Client Server Architecture

  • A server is a program that listens for incoming connections and accepts them.
  • Usually, the server listens for a request from a client and sends back a response to the client.

Protocol

A set of rules which enables the program, the server and the client in this case to communicate with each other. Following are some of the protocols.

  • TCP - used to transmit data reliably (trustworthy).
  • UDP - used to transmit data quickly but unreliably.
  • IP - used to route packets over the network from one computer to another.
  • HTTP - used to get web pages and other web requests.
  • Ethernet - used to send data over LAN.

Network layers and abstraction

Here’s a quick overview of what happens when data goes out on the network. We’ll cover this in much more detail in the coming

  • A user program says, “I want to send the bytes ‘GET / HTTP/1.1’ to that web server over there.” (Servers are identified by IP address and a port on the Internet–more on that later.)
  • The OS takes the data and wraps it up in a header (that is, prepends some data) that provides error detection (and maybe ordering) information. The exact structure of this header would be defined by a protocol such as TCP or UDP.
  • The OS takes all of that, and wraps it up in another header that helps with routing. This header would be defined by the IP protocol.
  • The OS hands all that data to the network interface card (the NIC–the piece of hardware that’s responsible for networking).
  • The NIC wraps all that data up into another header that’s defined by a protocol such as Ethernet that helps with delivery on the LAN.
  • The NIC sends the entire, multiply wrapped data out over the wire, or over the air (with WiFi).

When the receiving computer gets the packet, the reverse process happens. Its NIC strips the Ethernet header, the OS makes sure the IP address is correct, figures out which program is listening on that port, and sends it the fully unwrapped data. All these different layers that do all this wrapping are together called the protocol stack. (This is a different usage of the word “stack” than the stack abstract data type.) This works well because each layer is responsible for different parts of the process, e.g. one layer handles data integrity, and another handles routing the packet over the network, and another handles the data itself that is being transmitted between the programs. And each layer doesn’t care about what the layers below it are doing with the data. It’s that last concept that’s really important: when data is going over WiFi, the WiFi hardware doesn’t even care what the data is, if it’s Internet data or not, how integrity is assured (or not). All WiFi cares about is getting a big chunk of data transmitted over the air to another computer. When it arrives at the other computer, that computer will strip off the Ethernet stuff and look deeper in the packet, deciding what to do with it. And since the layers don’t care what data is encapsulated below them, you can swap out protocols at various layers and still have the rest of them work. So if you’re writing a program at the top layer (where we tend to write them most commonly), you don’t care what’s happening at the layers below that. It’s Somebody Else’s Problem. For example, you might be getting a web page with HTTP/TCP/IP/Ethernet, or you might be transmitting a file to another computer with TFTP/UDP/IP/Ethernet. IP and Ethernet work fine in both cases, because they are indifferent about the data they are sending. There are many, many details omitted from this description, but we’re still in high-level overview land.

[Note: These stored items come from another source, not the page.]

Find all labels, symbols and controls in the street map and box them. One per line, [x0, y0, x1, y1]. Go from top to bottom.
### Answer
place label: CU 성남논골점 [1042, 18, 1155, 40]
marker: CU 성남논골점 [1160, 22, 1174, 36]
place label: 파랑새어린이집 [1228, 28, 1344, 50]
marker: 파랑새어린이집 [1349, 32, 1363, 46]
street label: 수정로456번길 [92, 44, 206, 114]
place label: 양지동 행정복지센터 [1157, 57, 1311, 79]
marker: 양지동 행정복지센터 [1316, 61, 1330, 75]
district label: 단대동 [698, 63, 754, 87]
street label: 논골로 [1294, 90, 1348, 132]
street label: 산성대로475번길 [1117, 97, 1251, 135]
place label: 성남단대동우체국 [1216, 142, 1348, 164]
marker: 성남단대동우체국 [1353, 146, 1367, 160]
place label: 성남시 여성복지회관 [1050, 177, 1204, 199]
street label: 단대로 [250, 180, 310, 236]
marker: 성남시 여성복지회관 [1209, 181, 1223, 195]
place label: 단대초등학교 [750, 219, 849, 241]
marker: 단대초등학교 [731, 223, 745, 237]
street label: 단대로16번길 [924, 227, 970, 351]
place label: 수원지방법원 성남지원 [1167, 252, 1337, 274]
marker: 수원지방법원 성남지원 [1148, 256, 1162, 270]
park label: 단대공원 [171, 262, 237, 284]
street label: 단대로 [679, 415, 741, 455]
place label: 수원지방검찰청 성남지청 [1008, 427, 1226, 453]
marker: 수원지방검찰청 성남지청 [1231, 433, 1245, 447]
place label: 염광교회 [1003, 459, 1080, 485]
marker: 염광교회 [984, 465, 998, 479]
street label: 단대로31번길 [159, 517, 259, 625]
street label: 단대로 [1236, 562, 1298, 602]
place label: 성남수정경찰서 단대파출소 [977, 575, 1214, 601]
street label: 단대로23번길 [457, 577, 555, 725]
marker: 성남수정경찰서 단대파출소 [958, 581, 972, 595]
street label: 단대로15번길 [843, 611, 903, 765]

Difference between Wired versus Wireless networks

  • Computers are connected to a LAN either via a physical ethernet cable or a wifi access point.
  • They both use Ethernet protocol for low level communication.

Introducing The Sockets API

  • In Unix, the sockets API gives processes a way to communicate with each other.
  • Its is a blend of libray calls and system call which are nothing but the functions directly called by the OS.
  • It supports a variety of methods of communication, and one of them is over the Internet.

Client Connection Process

Following are the steps to connect to another computer using sockets.

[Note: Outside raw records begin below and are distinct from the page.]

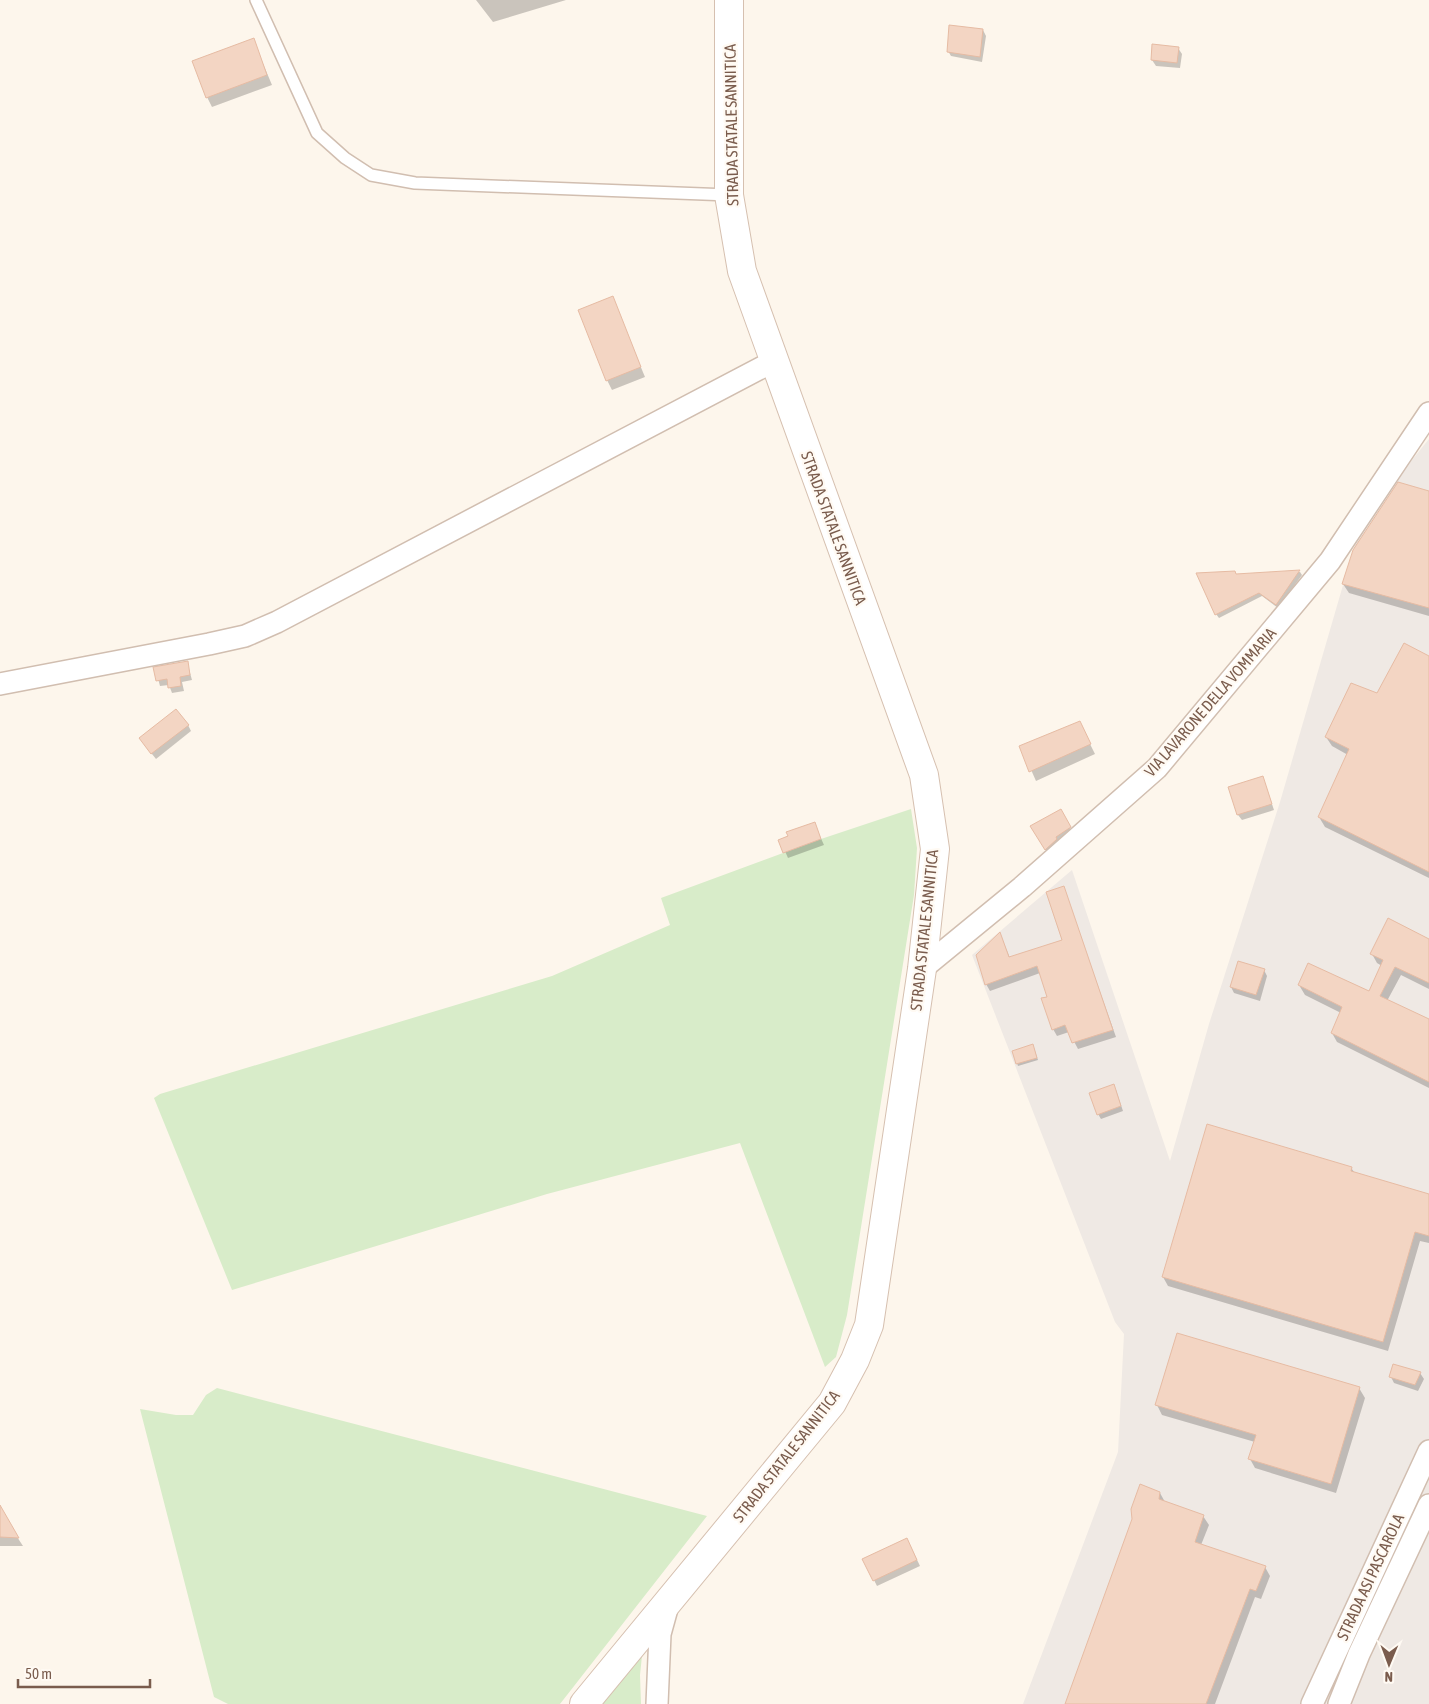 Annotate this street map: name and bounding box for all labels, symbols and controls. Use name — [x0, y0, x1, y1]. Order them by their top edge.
street label: STRADA STATALE SANNITICA — [721, 44, 741, 206]
street label: STRADA STATALE SANNITICA — [798, 449, 870, 607]
street label: VIA LAVARONE DELLA VOMMARIA — [1141, 624, 1280, 780]
street label: STRADA STATALE SANNITICA — [907, 848, 941, 1011]
street label: STRADA STATALE SANNITICA — [729, 1387, 843, 1525]
street label: STRADA ASI PASCAROLA — [1333, 1511, 1407, 1643]
north arrow — [1364, 1639, 1414, 1689]
scale bar — [18, 1656, 150, 1688]
text: 50 m — [25, 1665, 52, 1682]
text: N — [1385, 1669, 1393, 1685]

  • Ask the OS for a socket
    • Usually an integer called file descriptor, user to refer to this network connection.
  • Perform a DNS lookup
    • DNS is a distributed database which helps to convert human readble name to IP addresses.
  • Connect the socket to that IP address on a specific port.
    • Port 80 is the standart port used for servers that HTTP protocol.
  • Send data and receive data.
  • Close the connection.

Server Listening Process

  • Ask the OS for a socket
  • Bind the socket to a port
    • A port number is assigned here so that the clients can connect to.
    • Program's that aren't run as admin cannot be bind to ports under 1024 since they are reserved.
    • Ports are per computer, two differenct computers can use the same port.
    • Clients are bound to port, as well.
  • Listen for incoming connections
    • Let the OS know when there is an incoming connection.
  • Accetp incoming connections
    • The server will sleep when you try to accept a new connection if none are pening, and wakes up when someone tries to connect.
    • The connection is made with the client, a new socket is returned specifically for that connection. It helps to handle multiple clients at once.
  • Send data and receive data
    • The server recieves the request from the client and the sends back the response.
  • Go back and accept another connection.

Questions

  • What role does bind() play on the server side?

    • The bind method helps to assign a port to the server.
  • Would a client ever call bind()? (Might have to search this one on the Internet.)

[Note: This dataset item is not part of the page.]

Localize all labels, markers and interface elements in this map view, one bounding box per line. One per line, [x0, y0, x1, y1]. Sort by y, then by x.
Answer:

    • On the client side, you would only use bind if you want to use a specific client-side port, which is rare. Usually on the client, you specify the IP address and port of the server machine, and the OS will pick which port you will use. Generally you don't care, but in some cases, there may be a firewall on the client that only allows outgoing connections on certain port. In that case, you will need to bind to a specific port before the connection attempt will work.
  • Speculate on why accept() returns a new socket as opposed to just reusing the one we called listen() with.

  • What would happen if the server didn’t loop to another accept() call? What would happen when a second client tried to connect?

  • If one computer is using TCP port 3490, can another computer use port 3490?

    • Yes, since ports are per computer and hence two computers can use the same port.
  • Speculate about why ports exist. What functionality do they make possible that plain IP addresses do not?

    • The port helps to identify to which process the received data should be sent to on the host.
    • A computer can have multiple simultaneous connections, all receiving data for different processes (mail, web, database, etc). How does the computer tell which data goes where? When the computer receives data, the port information allows it to give the data to the correct process. Eg, data with port 80 should go to the http process, data with port 25 should go to the mail processes and so on.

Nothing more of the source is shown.